Die Aérospatiale-BAC Concorde, kurz Concorde, war das erste Überschall-Passagierflugzeug im regulären Linienflugdienst und gilt bis heute als eines der faszinierendsten Projekte der zivilen Luftfahrt. Entwickelt in einer gemeinsamen Anstrengung von Frankreich und Großbritannien, wurde sie zwischen 1976 und 2003 von Air France und British Airways betrieben. Ihre bekannteste Route führte von London bzw. Paris nach New York – eine Verbindung, die sie in rund dreieinhalb Stunden bewältigte und damit die Vorstellung vom interkontinentalen Reisen grundlegend veränderte.
Mit Reisegeschwindigkeiten von über Mach 2 bewegte sich die Concorde in einem Bereich, der zuvor militärischen Flugzeugen vorbehalten war. Diese enorme Geschwindigkeit hatte spürbare physikalische Auswirkungen: Durch die Reibungshitze im Überschallflug erhitzte sich die Rumpfnase auf bis zu 127 Grad Celsius. Die thermische Ausdehnung des Flugzeugs war so stark, dass Passagiere während des Fluges die Wärme an den inneren Fensterverkleidungen wahrnehmen konnten – ein außergewöhnliches Erlebnis, das den technischen Grenzbereich dieser Maschine unmittelbar erfahrbar machte.

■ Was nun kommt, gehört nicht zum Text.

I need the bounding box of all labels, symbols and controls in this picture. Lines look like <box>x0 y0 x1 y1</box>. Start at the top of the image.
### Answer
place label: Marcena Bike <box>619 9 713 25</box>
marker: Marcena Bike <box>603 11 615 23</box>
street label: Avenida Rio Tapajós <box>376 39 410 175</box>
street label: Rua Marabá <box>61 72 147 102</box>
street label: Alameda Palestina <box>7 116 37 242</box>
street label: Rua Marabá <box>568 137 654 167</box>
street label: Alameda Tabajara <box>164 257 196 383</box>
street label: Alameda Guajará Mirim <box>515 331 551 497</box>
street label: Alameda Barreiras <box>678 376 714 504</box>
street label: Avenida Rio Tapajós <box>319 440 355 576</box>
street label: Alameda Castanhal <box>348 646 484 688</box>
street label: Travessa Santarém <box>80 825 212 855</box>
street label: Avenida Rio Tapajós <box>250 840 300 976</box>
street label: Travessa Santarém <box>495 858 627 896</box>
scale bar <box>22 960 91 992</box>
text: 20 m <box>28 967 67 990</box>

Die Concorde war nie ein Verkehrsmittel für die breite Masse, sondern ein exklusives Produkt. Der Standardtarif für einen Hin- und Rückflug auf der Strecke London–New York lag im letzten Betriebsjahr 2003 bei 6.636 britischen Pfund, was heute inflationsbereinigt etwa 13.200 Euro entspricht. Der Flug war damit weniger eine reine Beförderungsleistung als vielmehr ein Statement: Geschwindigkeit, Prestige und technologischer Fortschritt standen klar im Vordergrund.
Mit dem Ende des Linienbetriebs im Jahr 2003 ging eine Ära zu Ende. Dennoch ist die Concorde bis heute präsent – als technisches Denkmal und als Symbol eines besonders ambitionierten Kapitels der Luftfahrtgeschichte. Besonders eindrucksvoll wird dies beim Besuch der Maschine im Technik Museum Sinsheim. Dort lässt sich die Concorde nicht nur aus der Distanz betrachten, sondern in ihren Dimensionen und ihrer Konstruktion unmittelbar erleben. Der schmale Kabinenquerschnitt, die kleinen Fenster, die markante Deltaflügel-Geometrie und die absenkbare Nase verdeutlichen, wie kompromisslos dieses Flugzeug auf Überschallleistung ausgelegt war.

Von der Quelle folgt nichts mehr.